The Caribbean is a natural magnet for some of the world’s wealthiest and most well-heeled people. From Oprah to one or two ex-presidents of the United States or prime ministers of the United Kingdom, a princess, and stars of stage and screen and sport, they have all used the Caribbean, and this island especially, as a tropical background for their frolics.
Our finance and tourism ministers rub their hands with glee, hoping that enough of their wealth and influence rub off on this land so that more of them can find paradise as they take refuge from the cold frosty North.
And some, ever so often, lend their face and voice to our own national activities and we feel ever grateful for their involvement. Sigourney Weaver graced us with her presence at the fledgling Barbados Independent Film Festival. Sir Richard Branson has not only visited Barbados but has involved himself in promotional activities for his Virgin brand while taking part in an entrepreneurial conference and sharing secrets of his success.
There are many others, but now, at this critical juncture of our development, when we call on the combined resources of all Barbadians, there comes a need to reach out to some other stars – Bajan stars – who have innovated and created and invented outside our own shores and whom we need to embrace in the way we do the non-Barbadian celebs who sun themselves on our sunny shores.
Introspection? Hardly. We need to look outward to the stars of Artificial Intelligence, renewable energy, sustainable agriculture, biomedicine, robotics, telecommunications and more who have translated their own endowments and education here into a ticket to fame and fortune around the world. The phrase, ‘you can find a Bajan anywhere’, should have renewed meaning for our challenging times.

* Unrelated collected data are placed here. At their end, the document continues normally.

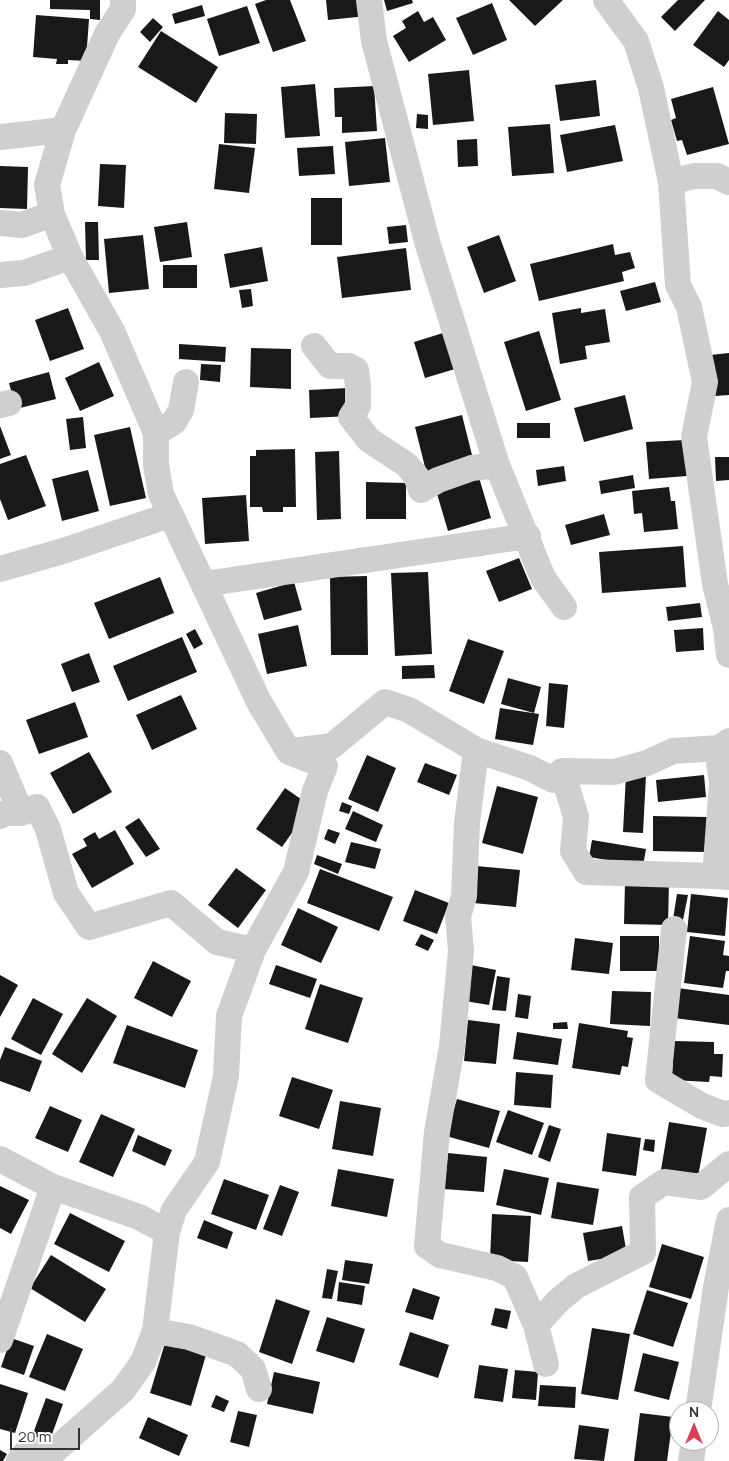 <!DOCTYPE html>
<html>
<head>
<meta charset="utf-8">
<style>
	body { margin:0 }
	#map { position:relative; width:729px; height:1461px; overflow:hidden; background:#fff; font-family:Manrope,sans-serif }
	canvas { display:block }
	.north { position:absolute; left:669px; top:1401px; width:50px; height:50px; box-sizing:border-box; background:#fff; border:1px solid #adadad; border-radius:50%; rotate:0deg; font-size:14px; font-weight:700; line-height:20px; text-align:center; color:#323232 }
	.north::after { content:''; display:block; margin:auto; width:18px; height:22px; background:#de4053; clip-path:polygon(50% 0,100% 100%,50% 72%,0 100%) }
	.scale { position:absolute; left:10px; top:1428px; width:70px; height:22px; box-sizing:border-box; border:2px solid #323232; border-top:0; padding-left:6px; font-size:15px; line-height:18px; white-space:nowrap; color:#323232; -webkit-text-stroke:4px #fff; paint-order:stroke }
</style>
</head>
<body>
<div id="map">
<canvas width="729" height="1461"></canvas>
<div class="north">N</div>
<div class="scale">20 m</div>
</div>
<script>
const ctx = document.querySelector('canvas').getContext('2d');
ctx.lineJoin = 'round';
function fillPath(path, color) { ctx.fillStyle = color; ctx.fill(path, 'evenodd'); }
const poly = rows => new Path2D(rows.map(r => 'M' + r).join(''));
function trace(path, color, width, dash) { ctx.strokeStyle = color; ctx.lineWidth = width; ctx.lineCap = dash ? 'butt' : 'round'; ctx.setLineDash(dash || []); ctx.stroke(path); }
fillPath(poly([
	[50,0,100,0,100,20,90,19,90,10,50,9],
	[266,0,290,0,306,41,273,52,255,4],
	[326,0,365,0,367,16,328,20],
	[384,0,412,0,413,3,387,11],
	[509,0,563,0,535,26],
	[678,0,705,0,675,31,661,17],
	[492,3,507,40,473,55,456,18],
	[202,5,205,16,175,24,172,14],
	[247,6,260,43,219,56,207,19],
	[418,11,424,22,433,17,446,40,409,62,393,36,406,28,402,21],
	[718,11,729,20,729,60,724,67,693,45],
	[36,15,89,19,86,61,68,60,68,64,56,64,57,59,33,57],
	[153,18,163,27,150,42,140,32],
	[161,31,218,67,196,103,138,67],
	[469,70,474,121,433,125,428,74],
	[596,80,600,116,560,121,555,85],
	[315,84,320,136,285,138,281,87],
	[374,86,377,131,342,133,342,117,335,117,334,88],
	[713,87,729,144,687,155,682,140,677,141,671,120,676,118,671,99],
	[225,113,257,114,256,144,224,143],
	[417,114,428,115,428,129,416,128],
	[550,124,554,173,512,176,508,127],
	[615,125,623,161,567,172,560,135],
	[385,138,390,182,349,186,345,142],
	[477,139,478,166,458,167,457,140],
	[219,144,255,148,249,193,214,189],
	[333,146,335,174,299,176,297,148],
	[100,164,126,165,124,208,98,206],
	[0,166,28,167,27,209,0,208],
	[311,198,342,198,342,245,311,245],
	[85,222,98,222,99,260,86,260],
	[187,222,192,257,160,262,154,227],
	[406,225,408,242,389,244,387,227],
	[143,235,149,289,109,293,104,239],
	[499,235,516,281,484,293,467,247],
	[613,244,615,255,630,252,635,268,622,272,624,281,539,301,530,264],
	[262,247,268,281,230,288,224,254],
	[406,248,411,290,342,298,337,257],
	[163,265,197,265,197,288,163,288],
	[655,282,661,302,626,311,620,291],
	[251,289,253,306,242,308,239,290],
	[68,308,84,349,50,361,35,320],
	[581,308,581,313,605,309,610,342,585,346,587,359,560,364,552,313],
	[539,331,561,400,526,411,504,342],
	[443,333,455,369,425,378,414,342],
	[179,344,226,347,225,362,179,359],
	[251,348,291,349,291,389,250,387],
	[729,353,729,395,715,396,710,355],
	[99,362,114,396,80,411,65,378],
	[201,364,221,365,220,382,200,380],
	[49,372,56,399,16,409,9,383],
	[348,388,350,416,310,418,309,390],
	[625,395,633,429,584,442,574,408],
	[462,415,473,459,426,471,415,427],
	[83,417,86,448,70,450,66,419],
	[517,423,550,423,550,438,517,438],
	[0,426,11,455,0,459],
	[130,427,146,498,110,506,94,435],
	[685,440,687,476,649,479,646,442],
	[295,449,296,507,283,507,283,512,263,512,262,507,250,507,250,456,256,456,256,450],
	[339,451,341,519,317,520,315,452],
	[26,455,46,506,8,520,0,499,0,464],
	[715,457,729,457,729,480,716,481],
	[564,466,566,481,538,486,536,470],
	[88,470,99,511,62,521,52,479],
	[478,474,491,518,448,531,435,487],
	[633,475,635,488,601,494,599,481],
	[366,482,406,483,406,519,366,519],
	[669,487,671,501,675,501,678,529,644,532,642,513,634,514,632,491],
	[246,495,249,541,205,544,202,498],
	[604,514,610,535,571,545,565,525],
	[683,546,686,587,602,593,599,552],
	[519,558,532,589,499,602,486,571],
	[428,572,432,654,395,656,391,573],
	[367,576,368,655,331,655,330,577],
	[160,577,174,613,109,639,94,603],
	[294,582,302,610,264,620,256,593],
	[700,603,702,617,668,621,666,607],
	[298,625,307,666,267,674,258,634],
	[703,628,704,650,676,652,674,630],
	[195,629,203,644,194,649,186,634],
	[182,637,197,672,128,701,113,666],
	[468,639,504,651,484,704,449,691],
	[89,653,100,682,72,692,61,664],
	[434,665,435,678,402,679,402,666],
	[508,678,541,687,534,713,501,704],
	[549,683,568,685,564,728,546,726],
	[181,695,197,729,152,750,136,715],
	[75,702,88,737,39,754,26,720],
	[500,708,539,714,533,745,495,739],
	[89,752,112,792,73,814,50,773],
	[367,755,396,768,378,812,348,799],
	[425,763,457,775,449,795,417,782],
	[626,774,646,775,643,833,623,832],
	[704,775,706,797,658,802,656,780],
	[497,786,538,797,523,854,482,843],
	[285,788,311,806,282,847,256,829],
	[342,802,352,806,349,814,339,811],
	[353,811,383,825,376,842,345,829],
	[653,816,707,817,706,852,653,851],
	[139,818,160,849,146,857,125,827],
	[328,829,340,833,335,844,324,839],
	[115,830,134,864,92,888,72,854,87,846,83,839,95,832,99,839],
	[592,840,646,849,643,866,589,857],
	[351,842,381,849,375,869,345,862],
	[317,855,342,864,338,874,314,864],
	[476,866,520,870,516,907,473,903],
	[236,868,266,890,238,928,208,905],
	[320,869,393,897,379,931,307,903],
	[625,881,669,882,668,925,624,924],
	[415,890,449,903,437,934,403,921],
	[677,894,688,895,683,920,673,919],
	[691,894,728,898,725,936,687,932],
	[298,908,338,927,321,963,281,945],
	[421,934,434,940,428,951,415,945],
	[620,936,659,936,659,971,620,971],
	[690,936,725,941,723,955,729,956,729,971,726,971,723,988,684,983],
	[575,938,613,943,609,974,571,970],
	[153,961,191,981,172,1017,134,998],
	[276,965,317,979,310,998,269,984],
	[471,965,496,970,489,1005,465,1001],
	[0,975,18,985,0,1017],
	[497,976,510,978,506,1011,492,1010],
	[320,984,363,998,348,1043,305,1029],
	[678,988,729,995,729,1025,674,1018],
	[612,991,651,992,650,1026,610,1024],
	[518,994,531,996,528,1019,515,1017],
	[33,998,63,1014,41,1055,11,1039],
	[87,998,117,1016,82,1073,52,1054],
	[468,1020,500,1024,496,1064,464,1061],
	[567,1022,568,1029,553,1029,553,1023],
	[579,1023,628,1031,627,1037,633,1038,628,1067,622,1066,620,1075,572,1068],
	[127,1025,198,1050,185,1088,113,1063],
	[517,1032,562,1039,558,1065,513,1059],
	[674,1041,714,1042,714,1054,723,1054,722,1077,710,1076,709,1082,672,1080],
	[5,1047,42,1061,30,1092,0,1081,0,1060],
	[516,1072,553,1075,551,1108,514,1105],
	[292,1077,333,1090,319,1129,279,1116],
	[457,1099,500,1111,489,1148,446,1136],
	[340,1101,381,1108,373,1156,332,1149],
	[50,1106,82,1120,68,1152,35,1138],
	[508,1110,544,1123,532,1155,496,1142],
	[101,1114,135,1129,113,1177,79,1162],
	[669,1122,707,1128,697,1182,660,1176],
	[549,1125,561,1129,550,1162,538,1157],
	[607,1133,641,1138,636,1176,602,1171],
	[138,1135,172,1150,165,1166,132,1151],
	[645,1139,655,1140,654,1152,643,1150],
	[448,1153,487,1157,484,1192,444,1189],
	[338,1169,394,1179,387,1217,331,1206],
	[504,1169,549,1178,541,1215,496,1205],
	[224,1179,269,1195,256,1230,211,1214],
	[557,1182,599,1189,593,1225,551,1218],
	[280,1185,299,1192,282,1236,263,1229],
	[0,1186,29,1200,11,1234,0,1228],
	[70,1213,125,1241,109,1272,54,1244],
	[492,1214,531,1216,528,1262,490,1260],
	[204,1220,233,1232,227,1249,197,1238],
	[622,1226,627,1255,588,1261,583,1233],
	[662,1244,704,1257,691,1299,649,1287],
	[51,1255,106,1289,85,1322,30,1288],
	[345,1260,373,1264,369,1284,342,1280],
	[327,1269,338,1271,332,1299,322,1298],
	[339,1282,365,1286,362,1305,337,1301],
	[413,1288,440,1297,433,1320,405,1312],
	[647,1290,688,1303,673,1347,633,1334],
	[276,1299,310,1311,292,1364,259,1352],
	[495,1308,511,1311,507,1329,491,1325],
	[327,1317,365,1329,354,1363,316,1351],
	[592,1328,630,1334,618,1400,581,1394],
	[410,1332,449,1345,438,1378,399,1365],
	[47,1334,83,1349,65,1391,29,1377],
	[11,1338,34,1346,24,1375,1,1367],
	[165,1343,206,1355,191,1406,150,1393],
	[643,1353,679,1362,669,1400,634,1391],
	[479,1365,508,1369,503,1402,474,1398],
	[515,1370,538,1372,536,1400,512,1398],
	[274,1372,320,1382,313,1414,267,1404],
	[0,1384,28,1393,15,1433,0,1429],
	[540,1385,576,1387,575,1408,538,1406],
	[216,1395,229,1401,224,1412,211,1407],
	[46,1398,63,1404,47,1448,30,1442],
	[238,1411,257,1415,249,1447,230,1442],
	[640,1413,673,1417,667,1461,634,1461],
	[148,1417,188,1435,179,1456,139,1438],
	[579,1425,609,1429,604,1461,574,1459],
	[0,1450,7,1454,3,1461,0,1461]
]), '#191919');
trace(poly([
	[369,0,374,41,428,245,497,465,543,578,564,607],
	[606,0,636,41,651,88,671,182,678,285,689,307,705,382,694,437,715,584,726,628,729,655],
	[0,137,63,130],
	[671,182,694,176,717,176,729,182],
	[0,223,22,225,52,214],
	[0,275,24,273,70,257],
	[314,346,330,366,349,366,356,370,358,386,358,406,351,417,369,440,407,465,416,476,421,490,438,480,472,468,497,465],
	[0,405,9,403],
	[156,433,174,422,181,410,186,382],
	[0,569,63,551,170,515],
	[204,584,528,536],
	[729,741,720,748,719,762,722,783,715,876,729,877],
	[476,750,467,823,464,896,458,916,461,951,452,1046,437,1132,427,1246,440,1255,497,1268,515,1277,536,1325,546,1364],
	[292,751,332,746,385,702,409,710,476,750,530,768,553,780,562,771,576,817,573,851,586,872,715,876],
	[0,763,21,813],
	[562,771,614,772,647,763,673,751,720,748],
	[0,816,6,813,21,813,37,807,48,829,66,893,89,927,171,903,217,942,253,950],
	[674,929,658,1080,702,1106,723,1114,729,1113],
	[0,1159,53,1187,139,1217,167,1232],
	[536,1325,558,1301,576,1286,643,1252,642,1197,664,1182,701,1187,729,1164],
	[155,1331,189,1337,237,1354,253,1369,259,1389],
	[0,1340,53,1187],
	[698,1411,716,1287,729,1220],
	[19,1461,29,1449,52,1453,123,1390,143,1362,155,1331,167,1232,174,1210,207,1162,226,1076,229,1016,253,950,296,872,315,791,325,766,289,752,259,702,161,494,156,465,156,433,112,331,70,257,52,214,47,185,63,130,107,34,123,9,123,0],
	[691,1461,694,1441]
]), '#cfcfcf', 26);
</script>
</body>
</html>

We have endured an incalculable brain drain in the last half-century, as the fruits of our free education system ripened on external vines, whether by choice or chance.
Is it too late to ask them, please come home, bring some friends and help rebuild our nation?
We hope not. And yes, we here have to take a long hard look at how we look at our fellow Barbadians and their descendants who have made good abroad and wish to contribute to national development.
So many of them, whether ‘returning nationals’ or first- and second-generation Barbadian immigrants in the North America, Europe, Asia and elsewhere, have met scorn, derision and suspicion of a most unseemly ‘little Barbados’ variety. Civil servants have cried ‘supersession!’ Contractors have robbed them of hard-earned pounds and dollars. Fellow villagers have decried their attitudes as much as they have scorned their accents.
And some, sadly, for these and other reasons, have stayed away. It is these individuals who, by virtue of their qualifications, expertise, connections and contacts, hold keys to unlocking doors to wealth creation at home. Together, they have a purchasing power, brain power and social capital power worthy of a Twelfth Parish, at the very least.
And even if we ever clean up our act at home, what policies and programmes exist to make them feel at home should they wish to return and join a national recovery effort?
We take note that the Prime Minister has called for Barbadians abroad to invest at home. They can be forgiven for looking at that particular offer with jaundiced eyes, considering the incredible haircut domestic investors have taken in government paper and the promise of reduced fortunes for overseas holders of Barbados sovereign debt.
Yet, there are so many other ways to involve Barbadians and descendants in our economic and social transformation.
We are aware of ongoing efforts by the Ministry of Foreign Affairs to reach out to the Barbadian Diaspora through the annual Barbados Network Consultation. We expect this event to take on added significance this year as we call on Barbadians abroad and their descendants to bring their vast intellectual, physical and fiscal resources to our shores.
We think the Government of Barbados should go further, and create a multi-agency policy dedicated to integrating a Barbadian brains trust into our national economic, scientific, technological and cultural high councils. We guarantee that their social capital alone, far less their knowledge and expertise, will be worth billions in retained foreign exchange earnings, and be as valuable in the future as remittances have been in the past and present. Just imagine, some Bajan somewhere rubs shoulders daily with Elon Musk and the masters of Apple, Google and Microsoft. Some Bajan somewhere is no less bright, inventive, capable and active in transforming the world.
Let’s check our egos, prejudices and parochialism at the door, drape them in the refreshing cool of the ultramarine and the embracing warmth of the gold, and ask them to help put us all back in the black and transform our 166-square-mile world.